SFFA v. Harvard College: Biased Chronicle

[NOTE: This post has been UPDATED … Twice]

In my recent essay on Minding The Campus, “Education Journals Show the Flag for Harvard in Lawsuit,” I criticized the problem of bias in the specialized education industry press. I was especially hard on Inside Higher Ed, but there is no better example of bias than the distinctively different ways the Chronicle of Higher Education covered the testimony of the dueling expert witnesses in Students For Fair Admissions v. Harvard College over the past few days.

First, since you won’t get a clear picture from the Chronicle, let me not so humbly recommend that you look at my discussion, “SFFA v.

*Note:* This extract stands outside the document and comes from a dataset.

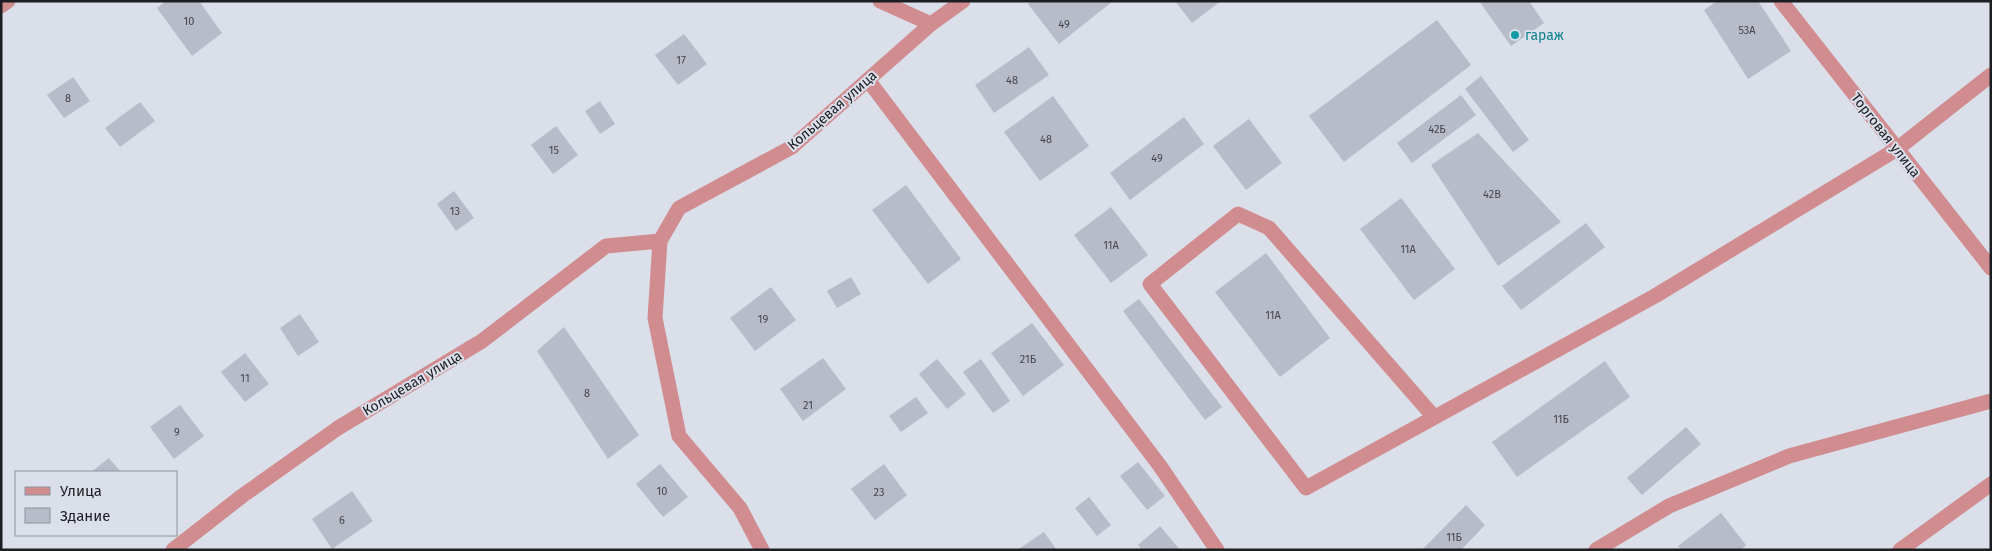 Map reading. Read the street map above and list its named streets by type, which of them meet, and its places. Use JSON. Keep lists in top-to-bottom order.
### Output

Harvard College: The Guts Of The Case,” in order to get a handle on the arguments of the two economists — Duke’s Peter Arcidiacono for the plaintiffs and Berkeley’s David Card for Harvard. 

Now look at the coverage in the Chronicle. Its report on Prof. Arcidiacono’s testimony, “The Lawsuit Against Harvard Admissions Turns Into a Courtroom Battle of Economists,” was, as its title aptly conveys, not really about Arcidiacono’s testimony. There were, to be sure, a few brief comments about his conclusions, such as ““there is a penalty against Asian-American applicants” and “two-thirds of African-American admits are admitted as a result of racial preferences and roughly half of Hispanics.” 

There was no discussion in the article, however, of his analysis or discussion of the data that led him to those conclusions. Thus there is mention of the fact that “A main difference between the two economists’ analyses is which types of applicants they included,” but then refers only to the fact that “Arcidiacono excluded recruited athletes, the children of alumni, the children of Harvard faculty and staff members, and students on a “Dean’s List” made up partly of children of donors” without providing any of his testimony explaining that decision. (For more on this disagreement, see my earlier linked “Guts of the Case” piece.)

A reader of the Chronicle article would come away with essentially no understanding of what Arcidiacono argues and why he argues it. Instead, there is only a link to another article in the Chronicle, which itself has no discussion of his argument, though it does provide access to both his and Card’s voluminous reports (though not to Arcidiacono’s equally important Rebuttal to Card). 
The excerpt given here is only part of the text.